Some businesses have lowered shipping costs by borrowing a page from Amazon and opening multiple fulfillment centers. The reason has to do with the zoned shipping policies employed by carriers that divide the country into seven zones and charge higher rates for packages that cross zones. Even a company like Adagio Teas, with just shy of $10 million in annual sales, has found that it pays to operate two fulfillment warehouses, one at its headquarters in Garfield, N.J., and another in Fresno, Calif. Michael Cramer, chief executive of Adagio, explains that before his company opened the second facility, shipping a $60 order of iced tea to the West Coast cost $30. Now it is just $10.

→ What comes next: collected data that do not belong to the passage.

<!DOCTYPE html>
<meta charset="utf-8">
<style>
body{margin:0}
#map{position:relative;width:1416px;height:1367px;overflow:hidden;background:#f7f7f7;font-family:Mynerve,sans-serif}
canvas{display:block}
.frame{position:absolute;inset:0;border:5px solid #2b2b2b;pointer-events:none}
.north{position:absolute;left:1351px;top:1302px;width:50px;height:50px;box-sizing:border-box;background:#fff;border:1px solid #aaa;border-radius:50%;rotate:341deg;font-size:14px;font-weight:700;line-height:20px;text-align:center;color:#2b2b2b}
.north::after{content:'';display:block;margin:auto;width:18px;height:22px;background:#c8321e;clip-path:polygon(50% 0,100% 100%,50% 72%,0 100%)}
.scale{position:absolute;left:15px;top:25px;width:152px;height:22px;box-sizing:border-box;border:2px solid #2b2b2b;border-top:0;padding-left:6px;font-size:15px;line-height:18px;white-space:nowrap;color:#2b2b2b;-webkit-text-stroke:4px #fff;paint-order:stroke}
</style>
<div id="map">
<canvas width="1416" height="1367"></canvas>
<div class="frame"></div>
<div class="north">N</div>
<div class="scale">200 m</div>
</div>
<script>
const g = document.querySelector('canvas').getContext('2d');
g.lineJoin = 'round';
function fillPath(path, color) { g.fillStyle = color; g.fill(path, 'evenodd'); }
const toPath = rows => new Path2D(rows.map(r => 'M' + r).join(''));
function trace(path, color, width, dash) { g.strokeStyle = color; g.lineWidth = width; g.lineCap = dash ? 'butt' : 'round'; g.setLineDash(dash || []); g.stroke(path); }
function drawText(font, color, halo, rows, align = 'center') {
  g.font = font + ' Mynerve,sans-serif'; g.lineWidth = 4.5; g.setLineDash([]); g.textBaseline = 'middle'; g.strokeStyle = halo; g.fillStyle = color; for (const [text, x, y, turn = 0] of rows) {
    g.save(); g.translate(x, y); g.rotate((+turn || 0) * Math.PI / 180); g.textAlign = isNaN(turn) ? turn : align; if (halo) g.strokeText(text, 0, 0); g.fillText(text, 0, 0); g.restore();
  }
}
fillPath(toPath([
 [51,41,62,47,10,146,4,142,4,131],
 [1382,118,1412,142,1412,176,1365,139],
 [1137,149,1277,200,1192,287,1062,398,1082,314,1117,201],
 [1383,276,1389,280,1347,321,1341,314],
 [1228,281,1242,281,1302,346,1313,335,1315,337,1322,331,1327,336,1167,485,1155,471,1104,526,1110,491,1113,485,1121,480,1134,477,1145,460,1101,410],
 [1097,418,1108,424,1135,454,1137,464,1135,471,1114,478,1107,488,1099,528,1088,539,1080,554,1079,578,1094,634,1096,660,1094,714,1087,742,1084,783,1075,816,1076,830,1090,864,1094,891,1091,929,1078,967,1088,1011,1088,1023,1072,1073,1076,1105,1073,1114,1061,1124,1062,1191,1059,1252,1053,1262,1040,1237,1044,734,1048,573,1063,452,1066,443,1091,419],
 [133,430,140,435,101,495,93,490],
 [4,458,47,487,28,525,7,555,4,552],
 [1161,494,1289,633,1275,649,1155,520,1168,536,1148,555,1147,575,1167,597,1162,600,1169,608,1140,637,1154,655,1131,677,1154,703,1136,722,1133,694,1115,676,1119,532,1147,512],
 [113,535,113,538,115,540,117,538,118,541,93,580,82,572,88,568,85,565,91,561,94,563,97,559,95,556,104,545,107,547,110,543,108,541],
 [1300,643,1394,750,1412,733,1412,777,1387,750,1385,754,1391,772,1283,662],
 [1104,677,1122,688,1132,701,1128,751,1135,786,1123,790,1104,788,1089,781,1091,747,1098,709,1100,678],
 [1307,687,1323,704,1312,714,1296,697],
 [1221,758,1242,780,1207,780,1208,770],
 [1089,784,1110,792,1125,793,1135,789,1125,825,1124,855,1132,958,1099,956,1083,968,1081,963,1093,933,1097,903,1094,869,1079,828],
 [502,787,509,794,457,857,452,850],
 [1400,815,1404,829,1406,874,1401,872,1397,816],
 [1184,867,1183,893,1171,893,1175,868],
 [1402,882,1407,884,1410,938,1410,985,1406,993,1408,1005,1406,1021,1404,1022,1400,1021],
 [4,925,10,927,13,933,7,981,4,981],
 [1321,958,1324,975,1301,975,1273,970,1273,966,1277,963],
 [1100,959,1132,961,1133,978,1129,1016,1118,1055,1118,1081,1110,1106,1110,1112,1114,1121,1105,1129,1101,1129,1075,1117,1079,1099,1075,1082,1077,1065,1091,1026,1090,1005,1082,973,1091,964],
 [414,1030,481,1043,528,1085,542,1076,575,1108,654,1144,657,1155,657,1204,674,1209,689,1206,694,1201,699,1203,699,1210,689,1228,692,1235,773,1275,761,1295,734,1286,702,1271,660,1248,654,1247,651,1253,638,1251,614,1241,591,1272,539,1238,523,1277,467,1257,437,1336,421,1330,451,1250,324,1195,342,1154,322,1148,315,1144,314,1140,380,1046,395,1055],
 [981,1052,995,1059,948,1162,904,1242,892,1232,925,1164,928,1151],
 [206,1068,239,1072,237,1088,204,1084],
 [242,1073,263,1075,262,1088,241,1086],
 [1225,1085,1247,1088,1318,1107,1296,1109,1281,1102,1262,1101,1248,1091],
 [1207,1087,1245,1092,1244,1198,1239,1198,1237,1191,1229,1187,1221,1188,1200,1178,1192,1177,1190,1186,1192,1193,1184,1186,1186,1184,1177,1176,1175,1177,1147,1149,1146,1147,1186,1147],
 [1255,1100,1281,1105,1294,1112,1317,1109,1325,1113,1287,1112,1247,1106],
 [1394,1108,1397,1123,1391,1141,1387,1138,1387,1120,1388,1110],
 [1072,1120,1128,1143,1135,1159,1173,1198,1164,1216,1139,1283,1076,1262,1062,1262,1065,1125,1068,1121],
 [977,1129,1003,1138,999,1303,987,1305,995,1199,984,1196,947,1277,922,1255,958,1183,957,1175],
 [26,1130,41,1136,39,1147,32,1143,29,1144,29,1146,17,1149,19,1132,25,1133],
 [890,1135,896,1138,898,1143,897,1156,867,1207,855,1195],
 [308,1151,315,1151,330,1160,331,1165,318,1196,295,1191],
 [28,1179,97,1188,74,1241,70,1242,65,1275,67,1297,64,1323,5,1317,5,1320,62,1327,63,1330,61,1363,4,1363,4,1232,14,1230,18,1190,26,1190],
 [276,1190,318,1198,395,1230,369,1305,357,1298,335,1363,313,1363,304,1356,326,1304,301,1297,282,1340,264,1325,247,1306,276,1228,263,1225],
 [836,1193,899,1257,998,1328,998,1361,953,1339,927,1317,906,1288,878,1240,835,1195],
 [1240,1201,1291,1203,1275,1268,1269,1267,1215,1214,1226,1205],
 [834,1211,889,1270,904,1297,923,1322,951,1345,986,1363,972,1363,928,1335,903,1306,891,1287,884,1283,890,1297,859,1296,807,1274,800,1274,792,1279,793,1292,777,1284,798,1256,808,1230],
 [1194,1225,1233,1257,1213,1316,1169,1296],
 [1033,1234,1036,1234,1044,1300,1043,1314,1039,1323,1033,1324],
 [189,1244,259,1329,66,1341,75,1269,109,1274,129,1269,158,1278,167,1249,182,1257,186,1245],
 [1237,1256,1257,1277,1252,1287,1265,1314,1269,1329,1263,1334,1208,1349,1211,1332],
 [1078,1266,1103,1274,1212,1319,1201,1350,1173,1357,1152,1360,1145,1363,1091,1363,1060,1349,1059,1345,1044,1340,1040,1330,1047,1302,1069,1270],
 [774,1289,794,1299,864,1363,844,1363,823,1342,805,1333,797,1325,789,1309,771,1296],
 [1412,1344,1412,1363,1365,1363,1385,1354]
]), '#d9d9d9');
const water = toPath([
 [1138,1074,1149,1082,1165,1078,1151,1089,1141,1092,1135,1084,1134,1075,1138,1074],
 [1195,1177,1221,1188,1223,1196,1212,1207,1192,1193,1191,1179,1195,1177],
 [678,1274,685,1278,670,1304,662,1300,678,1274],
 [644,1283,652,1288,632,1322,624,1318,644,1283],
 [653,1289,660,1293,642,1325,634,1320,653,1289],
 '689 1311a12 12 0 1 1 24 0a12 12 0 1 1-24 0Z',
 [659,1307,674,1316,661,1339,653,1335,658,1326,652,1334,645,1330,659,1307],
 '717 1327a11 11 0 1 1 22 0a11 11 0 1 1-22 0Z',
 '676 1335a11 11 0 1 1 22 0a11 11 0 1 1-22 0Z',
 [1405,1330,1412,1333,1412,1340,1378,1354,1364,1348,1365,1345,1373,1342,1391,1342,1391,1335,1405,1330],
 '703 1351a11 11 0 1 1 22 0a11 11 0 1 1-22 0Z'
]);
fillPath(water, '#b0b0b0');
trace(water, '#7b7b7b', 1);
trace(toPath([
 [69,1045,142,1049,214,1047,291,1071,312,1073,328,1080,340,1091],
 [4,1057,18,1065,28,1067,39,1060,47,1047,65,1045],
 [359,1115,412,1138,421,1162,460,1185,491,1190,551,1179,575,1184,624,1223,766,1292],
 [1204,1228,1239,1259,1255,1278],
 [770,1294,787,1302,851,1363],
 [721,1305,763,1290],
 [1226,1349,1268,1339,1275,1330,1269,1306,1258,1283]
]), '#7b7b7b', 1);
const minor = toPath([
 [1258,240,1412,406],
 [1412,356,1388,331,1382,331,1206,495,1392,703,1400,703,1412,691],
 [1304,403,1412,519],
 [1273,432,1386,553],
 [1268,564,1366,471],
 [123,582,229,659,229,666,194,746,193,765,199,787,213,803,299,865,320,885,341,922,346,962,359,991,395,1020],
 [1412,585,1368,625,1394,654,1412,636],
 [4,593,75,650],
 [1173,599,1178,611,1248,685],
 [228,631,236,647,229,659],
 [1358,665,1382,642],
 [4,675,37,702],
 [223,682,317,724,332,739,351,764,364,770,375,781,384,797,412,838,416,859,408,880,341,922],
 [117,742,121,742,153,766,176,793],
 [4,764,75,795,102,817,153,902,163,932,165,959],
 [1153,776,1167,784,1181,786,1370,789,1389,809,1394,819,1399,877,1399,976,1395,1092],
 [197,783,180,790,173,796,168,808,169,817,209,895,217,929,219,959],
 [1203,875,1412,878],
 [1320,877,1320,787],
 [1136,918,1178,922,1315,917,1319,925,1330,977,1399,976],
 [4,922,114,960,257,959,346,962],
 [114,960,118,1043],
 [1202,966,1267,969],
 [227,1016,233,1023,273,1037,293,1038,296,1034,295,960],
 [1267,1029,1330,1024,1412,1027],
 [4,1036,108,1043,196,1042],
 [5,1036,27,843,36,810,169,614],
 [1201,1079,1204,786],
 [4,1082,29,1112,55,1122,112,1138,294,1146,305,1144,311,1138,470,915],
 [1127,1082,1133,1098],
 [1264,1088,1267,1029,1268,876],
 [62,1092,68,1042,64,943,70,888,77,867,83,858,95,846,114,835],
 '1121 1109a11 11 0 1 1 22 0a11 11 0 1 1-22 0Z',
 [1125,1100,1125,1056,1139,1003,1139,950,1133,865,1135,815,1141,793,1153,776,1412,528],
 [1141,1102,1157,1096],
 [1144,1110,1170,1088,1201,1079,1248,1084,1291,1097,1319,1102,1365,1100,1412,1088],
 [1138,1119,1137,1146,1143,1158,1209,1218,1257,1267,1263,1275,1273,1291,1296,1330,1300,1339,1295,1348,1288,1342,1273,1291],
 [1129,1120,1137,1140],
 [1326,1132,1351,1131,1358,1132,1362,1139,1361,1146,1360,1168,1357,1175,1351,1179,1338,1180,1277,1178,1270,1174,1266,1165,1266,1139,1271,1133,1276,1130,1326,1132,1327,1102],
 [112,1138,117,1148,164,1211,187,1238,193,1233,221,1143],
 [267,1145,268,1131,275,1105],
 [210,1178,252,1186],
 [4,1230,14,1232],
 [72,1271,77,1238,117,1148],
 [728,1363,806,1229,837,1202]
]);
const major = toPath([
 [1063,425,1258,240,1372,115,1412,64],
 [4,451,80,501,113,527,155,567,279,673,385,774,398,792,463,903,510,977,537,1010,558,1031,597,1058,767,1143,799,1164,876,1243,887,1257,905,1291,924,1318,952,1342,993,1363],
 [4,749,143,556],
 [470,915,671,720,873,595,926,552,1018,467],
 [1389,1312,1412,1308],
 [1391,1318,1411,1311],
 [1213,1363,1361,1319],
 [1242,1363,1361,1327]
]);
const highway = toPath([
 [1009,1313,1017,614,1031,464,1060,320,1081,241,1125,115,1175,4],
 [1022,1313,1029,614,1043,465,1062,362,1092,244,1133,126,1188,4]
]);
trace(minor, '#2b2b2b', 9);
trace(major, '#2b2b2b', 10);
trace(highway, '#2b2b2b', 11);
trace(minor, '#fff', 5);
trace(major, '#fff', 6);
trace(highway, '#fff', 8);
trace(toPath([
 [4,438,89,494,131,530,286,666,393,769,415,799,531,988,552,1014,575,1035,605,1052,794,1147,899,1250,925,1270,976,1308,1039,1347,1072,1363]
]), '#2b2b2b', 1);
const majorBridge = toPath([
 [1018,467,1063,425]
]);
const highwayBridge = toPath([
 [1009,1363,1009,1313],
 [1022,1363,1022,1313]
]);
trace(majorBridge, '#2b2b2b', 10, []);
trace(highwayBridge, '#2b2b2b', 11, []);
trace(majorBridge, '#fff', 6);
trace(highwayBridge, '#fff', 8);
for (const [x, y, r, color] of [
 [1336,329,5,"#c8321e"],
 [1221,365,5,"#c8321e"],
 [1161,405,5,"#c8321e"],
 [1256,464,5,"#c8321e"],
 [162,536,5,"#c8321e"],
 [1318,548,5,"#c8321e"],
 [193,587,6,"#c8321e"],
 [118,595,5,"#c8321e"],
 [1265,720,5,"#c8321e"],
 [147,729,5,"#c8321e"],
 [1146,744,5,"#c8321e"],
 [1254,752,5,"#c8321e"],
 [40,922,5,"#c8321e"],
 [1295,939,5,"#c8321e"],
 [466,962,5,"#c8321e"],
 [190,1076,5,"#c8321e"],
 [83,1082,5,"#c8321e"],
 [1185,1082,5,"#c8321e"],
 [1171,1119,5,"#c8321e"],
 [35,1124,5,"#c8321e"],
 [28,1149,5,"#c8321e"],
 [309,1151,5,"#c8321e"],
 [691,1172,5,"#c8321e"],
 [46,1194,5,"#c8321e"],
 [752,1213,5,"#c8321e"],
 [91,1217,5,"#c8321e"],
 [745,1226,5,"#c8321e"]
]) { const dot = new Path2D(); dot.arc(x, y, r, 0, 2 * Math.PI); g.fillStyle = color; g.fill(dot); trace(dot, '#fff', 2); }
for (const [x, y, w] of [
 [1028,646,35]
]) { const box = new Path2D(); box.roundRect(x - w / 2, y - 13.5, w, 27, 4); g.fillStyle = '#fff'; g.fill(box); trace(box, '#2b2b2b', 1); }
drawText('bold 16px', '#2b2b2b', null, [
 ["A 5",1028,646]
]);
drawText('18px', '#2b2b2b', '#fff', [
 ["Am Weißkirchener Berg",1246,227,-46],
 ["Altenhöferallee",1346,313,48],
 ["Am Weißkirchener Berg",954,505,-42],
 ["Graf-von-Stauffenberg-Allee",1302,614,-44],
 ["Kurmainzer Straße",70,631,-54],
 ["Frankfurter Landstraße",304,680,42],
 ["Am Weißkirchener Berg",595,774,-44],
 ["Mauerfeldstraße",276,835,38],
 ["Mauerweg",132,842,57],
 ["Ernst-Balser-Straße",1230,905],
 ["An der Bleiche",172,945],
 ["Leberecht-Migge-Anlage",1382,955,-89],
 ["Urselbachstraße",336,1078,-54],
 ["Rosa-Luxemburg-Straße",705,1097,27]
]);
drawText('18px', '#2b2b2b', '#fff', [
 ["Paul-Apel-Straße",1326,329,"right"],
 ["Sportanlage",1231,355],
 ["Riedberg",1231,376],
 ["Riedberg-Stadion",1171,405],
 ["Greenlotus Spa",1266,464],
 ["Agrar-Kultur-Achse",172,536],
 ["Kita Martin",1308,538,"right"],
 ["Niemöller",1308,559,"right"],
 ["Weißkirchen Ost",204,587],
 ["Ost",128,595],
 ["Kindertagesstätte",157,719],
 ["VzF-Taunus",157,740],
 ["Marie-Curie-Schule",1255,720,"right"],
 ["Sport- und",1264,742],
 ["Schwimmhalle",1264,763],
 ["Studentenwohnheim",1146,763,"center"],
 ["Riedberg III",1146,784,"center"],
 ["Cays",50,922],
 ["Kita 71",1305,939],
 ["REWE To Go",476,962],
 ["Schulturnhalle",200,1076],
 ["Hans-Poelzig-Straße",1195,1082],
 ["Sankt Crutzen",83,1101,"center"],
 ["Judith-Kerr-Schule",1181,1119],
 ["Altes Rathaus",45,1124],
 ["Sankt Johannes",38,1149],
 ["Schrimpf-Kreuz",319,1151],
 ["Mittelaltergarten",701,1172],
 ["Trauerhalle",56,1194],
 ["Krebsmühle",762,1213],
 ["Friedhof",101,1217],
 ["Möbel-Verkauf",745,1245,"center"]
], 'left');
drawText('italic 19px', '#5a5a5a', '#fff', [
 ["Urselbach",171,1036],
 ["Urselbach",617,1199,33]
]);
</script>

Nuts.com, a $20-million-a-year e-tailer of nuts and other snacks, has gone even further — with advanced software systems, scores of white-suited warehouse employees, and a whirring labyrinth of conveyors snaking among shelving towers 20 feet high in a 55,000-square-foot-warehouse. And now Jeffrey Braverman, the chief executive, is considering leaping to the next level.

He is in talks with the German manufacturer of a system that eliminates the need for workers to move between locations to gather products. Instead, the shelves bring the products to them. “It’s like a giant vending machine with a brain,” he said. “Whenever an order comes in, these enormous lifts automatically go up and down and back and forth and grab the right shelf and bring it to the packing area.”

After it is installed, the system, Mr. Braverman said, could save the company more than $500,000 a year. “If the bid comes in at less than $2 million,” he said, “I think I’m going to do it.”